L’instabilité, les troubles sociaux et les bouleversements politiques sont souvent ancrés dans les griefs de la population concernant la corruption et l’absence de volonté perçue des élites politiques de respecter leurs obligations constitutionnelles et leurs promesses de réforme. Coïncidence non-négligeable, la présidence sénégalaise démarre aussi au moment même où se tiendra le sommet UA-UE, prévu les 17 et 18 février prochains à Bruxelles. L’occasion de relayer les préoccupations, nombreuses, de l’Afrique.
Les défis à relever
Le président sénégalais Macky Sall assume la présidence de l’Union africaine à un moment où le continent est confronté à d’énormes défis en matière de sécurité et de santé, à des bouleversements politiques et à des troubles sociaux. Composée de 55 États membres, l’Union africaine a pour rôle de promouvoir la paix, la démocratie et le développement économique sur le continent. Entre la vague de coups d’État en Afrique de l’Ouest, la crise de confiance dans les institutions régionales ou encore la pandémie de Covid-19, les dossiers ne manquent pas pour le nouveau président de l’UA.
Au niveau de la santé, il est besoin d’une réponse concertée à la pandémie de Covid-19, car moins de 10 pour cent de la population du continent est entièrement vaccinée, principalement parce que les pays ont un accès inégal aux vaccins. Pour relever ce défi, Macky Sall devrait utiliser sa présidence de l’UA pour exhorter les États membres à augmenter leurs investissements dans les infrastructures de santé, tout en incitant les gouvernements occidentaux à faire en sorte que les entreprises qui ont développé des vaccins sûrs et efficaces contre le Covid-19 transfèrent largement la technologie à des fabricants compétents en Afrique et aux centres de transfert technologique de l’Organisation mondiale de la santé.
Macky Sall devrait également faire pression sur les gouvernements occidentaux et les institutions multilatérales pour qu’ils adoptent une levée de la protection de la propriété intellectuelle sur les vaccins, les traitements et les tests, laquelle sont au point mort depuis plus d’un an à l’Organisation mondiale du commerce. L’UA devrait également soutenir les efforts déployés sur le continent pour établir et mettre en place efficacement des mécanismes spécialisés visant à mener des enquêtes et des poursuites sur les crimes internationaux graves.

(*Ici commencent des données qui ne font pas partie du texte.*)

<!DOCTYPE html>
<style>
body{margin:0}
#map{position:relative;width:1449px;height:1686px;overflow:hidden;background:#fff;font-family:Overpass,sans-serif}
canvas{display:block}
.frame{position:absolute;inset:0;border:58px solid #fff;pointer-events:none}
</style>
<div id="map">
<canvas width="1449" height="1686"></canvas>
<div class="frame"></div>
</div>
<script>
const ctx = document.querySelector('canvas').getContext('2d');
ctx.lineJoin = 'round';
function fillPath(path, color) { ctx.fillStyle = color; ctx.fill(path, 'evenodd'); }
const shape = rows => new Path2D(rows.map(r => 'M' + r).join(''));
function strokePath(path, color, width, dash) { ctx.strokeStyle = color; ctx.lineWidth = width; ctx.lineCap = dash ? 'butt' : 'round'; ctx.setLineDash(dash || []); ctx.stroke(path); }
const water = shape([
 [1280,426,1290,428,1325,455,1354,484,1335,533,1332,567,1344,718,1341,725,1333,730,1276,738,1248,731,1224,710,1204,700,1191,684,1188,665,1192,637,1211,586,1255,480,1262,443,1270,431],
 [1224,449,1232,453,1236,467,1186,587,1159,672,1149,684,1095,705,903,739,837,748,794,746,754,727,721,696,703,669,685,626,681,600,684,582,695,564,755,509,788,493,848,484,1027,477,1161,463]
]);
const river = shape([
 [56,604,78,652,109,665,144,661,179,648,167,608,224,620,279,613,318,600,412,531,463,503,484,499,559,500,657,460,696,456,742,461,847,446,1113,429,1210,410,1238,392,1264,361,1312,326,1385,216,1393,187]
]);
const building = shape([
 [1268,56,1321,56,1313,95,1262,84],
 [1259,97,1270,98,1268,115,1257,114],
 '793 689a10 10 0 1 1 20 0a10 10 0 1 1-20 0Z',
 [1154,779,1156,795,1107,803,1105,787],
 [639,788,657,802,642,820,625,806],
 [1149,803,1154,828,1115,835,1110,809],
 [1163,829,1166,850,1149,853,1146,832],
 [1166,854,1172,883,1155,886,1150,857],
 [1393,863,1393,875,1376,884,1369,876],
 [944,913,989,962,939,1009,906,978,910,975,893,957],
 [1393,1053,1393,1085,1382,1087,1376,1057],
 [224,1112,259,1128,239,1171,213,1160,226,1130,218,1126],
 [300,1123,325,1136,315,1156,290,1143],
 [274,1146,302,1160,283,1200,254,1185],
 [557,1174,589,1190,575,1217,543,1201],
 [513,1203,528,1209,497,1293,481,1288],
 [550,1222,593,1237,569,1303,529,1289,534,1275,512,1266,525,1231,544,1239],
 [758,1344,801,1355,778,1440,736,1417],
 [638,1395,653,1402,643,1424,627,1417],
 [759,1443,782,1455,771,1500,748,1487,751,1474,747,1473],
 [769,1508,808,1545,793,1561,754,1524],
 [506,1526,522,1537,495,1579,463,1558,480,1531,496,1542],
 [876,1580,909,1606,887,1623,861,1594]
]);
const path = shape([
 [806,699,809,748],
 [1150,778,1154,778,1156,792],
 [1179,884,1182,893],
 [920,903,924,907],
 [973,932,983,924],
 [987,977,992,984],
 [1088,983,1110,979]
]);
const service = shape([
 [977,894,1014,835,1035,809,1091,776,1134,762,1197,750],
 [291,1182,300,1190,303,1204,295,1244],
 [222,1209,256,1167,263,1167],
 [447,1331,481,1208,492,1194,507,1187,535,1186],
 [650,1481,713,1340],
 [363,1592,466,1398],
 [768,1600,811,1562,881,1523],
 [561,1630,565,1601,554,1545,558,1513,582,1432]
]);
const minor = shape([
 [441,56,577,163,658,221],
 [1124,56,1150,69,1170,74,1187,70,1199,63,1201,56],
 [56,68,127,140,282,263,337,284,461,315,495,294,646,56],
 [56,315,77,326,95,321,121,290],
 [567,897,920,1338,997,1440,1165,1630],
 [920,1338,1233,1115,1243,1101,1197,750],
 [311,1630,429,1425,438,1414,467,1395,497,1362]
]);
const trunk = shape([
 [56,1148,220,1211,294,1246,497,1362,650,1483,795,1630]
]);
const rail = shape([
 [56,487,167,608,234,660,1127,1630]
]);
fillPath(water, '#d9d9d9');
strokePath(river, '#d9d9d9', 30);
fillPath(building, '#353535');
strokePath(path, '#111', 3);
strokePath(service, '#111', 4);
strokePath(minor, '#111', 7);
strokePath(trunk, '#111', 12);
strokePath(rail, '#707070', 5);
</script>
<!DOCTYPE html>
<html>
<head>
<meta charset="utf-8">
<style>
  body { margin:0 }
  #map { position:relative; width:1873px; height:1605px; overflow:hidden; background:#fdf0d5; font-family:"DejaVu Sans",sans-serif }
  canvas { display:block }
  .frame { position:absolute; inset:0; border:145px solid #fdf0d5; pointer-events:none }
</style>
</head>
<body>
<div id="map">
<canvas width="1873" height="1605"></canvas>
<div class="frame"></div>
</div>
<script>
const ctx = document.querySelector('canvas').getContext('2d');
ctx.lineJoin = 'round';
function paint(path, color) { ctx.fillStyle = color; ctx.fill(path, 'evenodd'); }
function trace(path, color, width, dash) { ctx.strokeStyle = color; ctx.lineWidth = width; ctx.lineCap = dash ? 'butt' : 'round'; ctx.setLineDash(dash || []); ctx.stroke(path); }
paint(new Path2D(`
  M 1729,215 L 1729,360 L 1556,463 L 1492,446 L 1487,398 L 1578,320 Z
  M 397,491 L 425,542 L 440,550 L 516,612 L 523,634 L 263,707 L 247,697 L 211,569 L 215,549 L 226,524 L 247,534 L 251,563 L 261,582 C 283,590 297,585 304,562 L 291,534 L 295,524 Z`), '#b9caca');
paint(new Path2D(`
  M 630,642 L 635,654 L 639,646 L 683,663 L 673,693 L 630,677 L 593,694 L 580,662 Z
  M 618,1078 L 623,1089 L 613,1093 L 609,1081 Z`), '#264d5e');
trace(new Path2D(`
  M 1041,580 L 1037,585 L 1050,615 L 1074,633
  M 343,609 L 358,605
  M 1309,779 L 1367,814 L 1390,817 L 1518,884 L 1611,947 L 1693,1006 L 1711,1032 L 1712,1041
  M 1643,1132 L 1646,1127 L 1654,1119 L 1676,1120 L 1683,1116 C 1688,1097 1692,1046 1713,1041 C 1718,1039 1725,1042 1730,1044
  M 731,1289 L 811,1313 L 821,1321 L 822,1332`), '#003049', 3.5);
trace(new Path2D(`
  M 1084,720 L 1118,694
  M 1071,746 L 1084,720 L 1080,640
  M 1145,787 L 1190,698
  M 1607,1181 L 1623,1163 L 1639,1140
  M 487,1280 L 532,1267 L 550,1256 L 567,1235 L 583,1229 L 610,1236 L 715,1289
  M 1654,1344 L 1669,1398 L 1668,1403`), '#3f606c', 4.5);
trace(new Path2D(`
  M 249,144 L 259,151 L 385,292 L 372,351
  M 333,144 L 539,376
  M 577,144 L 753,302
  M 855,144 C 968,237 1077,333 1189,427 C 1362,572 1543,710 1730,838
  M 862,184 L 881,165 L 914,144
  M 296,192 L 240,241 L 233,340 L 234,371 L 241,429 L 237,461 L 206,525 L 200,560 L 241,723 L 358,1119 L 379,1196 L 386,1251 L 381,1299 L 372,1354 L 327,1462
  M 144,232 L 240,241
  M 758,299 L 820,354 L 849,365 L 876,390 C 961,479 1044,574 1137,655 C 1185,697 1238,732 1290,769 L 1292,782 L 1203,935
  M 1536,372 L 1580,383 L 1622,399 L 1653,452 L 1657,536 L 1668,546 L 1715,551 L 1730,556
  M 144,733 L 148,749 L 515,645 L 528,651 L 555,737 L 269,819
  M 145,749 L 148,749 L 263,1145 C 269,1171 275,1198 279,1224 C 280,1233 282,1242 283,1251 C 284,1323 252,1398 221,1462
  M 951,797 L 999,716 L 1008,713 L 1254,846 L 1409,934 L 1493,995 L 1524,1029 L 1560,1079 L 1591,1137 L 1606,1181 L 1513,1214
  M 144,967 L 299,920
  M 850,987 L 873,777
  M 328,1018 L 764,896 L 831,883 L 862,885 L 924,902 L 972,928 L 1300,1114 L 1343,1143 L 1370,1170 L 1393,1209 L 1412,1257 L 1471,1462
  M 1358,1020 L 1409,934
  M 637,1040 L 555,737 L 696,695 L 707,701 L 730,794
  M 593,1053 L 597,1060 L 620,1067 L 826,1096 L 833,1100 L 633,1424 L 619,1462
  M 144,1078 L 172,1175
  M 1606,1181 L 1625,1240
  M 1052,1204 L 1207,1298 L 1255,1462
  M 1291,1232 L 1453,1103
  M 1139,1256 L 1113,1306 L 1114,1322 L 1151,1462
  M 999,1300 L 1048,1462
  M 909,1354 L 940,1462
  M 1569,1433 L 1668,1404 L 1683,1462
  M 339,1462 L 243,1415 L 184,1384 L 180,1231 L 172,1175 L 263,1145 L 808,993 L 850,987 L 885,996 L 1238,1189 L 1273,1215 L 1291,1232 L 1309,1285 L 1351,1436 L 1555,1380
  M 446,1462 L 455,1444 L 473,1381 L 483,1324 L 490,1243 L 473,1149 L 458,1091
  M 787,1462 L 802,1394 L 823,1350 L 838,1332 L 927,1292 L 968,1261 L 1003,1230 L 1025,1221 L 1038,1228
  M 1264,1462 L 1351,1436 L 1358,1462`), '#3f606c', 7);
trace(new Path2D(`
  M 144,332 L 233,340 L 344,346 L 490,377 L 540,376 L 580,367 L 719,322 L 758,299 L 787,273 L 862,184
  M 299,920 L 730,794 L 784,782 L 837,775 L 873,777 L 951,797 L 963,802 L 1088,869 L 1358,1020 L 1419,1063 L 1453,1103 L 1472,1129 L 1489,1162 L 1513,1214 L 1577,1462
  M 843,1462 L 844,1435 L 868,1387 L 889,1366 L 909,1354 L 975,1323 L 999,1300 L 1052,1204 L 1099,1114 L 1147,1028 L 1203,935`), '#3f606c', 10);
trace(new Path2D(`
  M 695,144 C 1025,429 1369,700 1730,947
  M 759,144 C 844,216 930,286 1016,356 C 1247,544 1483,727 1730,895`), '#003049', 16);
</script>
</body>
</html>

Au Soudan du Sud, la légitimité de l’UA est en jeu après plus de quatre ans de discussion avec le gouvernement sur la création d’un tribunal hybride qui pourrait aider à briser les cycles de violences et d’impunité dans le pays. Au Tchad, les victimes d’Hissène Habré attendent toujours des indemnisations, issues du fonds créé par le tribunal en 2016. Malgré ces défis, Macky Sall a l’occasion de démontrer le leadership de l’UA et son engagement vis-à-vis de ses principes fondateurs en adoptant des positions courageuses et sans compromis contre les abus cautionnés par des États, en répondant aux appels à la protection et à la justice des victimes, et en faisant pression pour des relations multilatérales justes et équitables avec les pays du nord.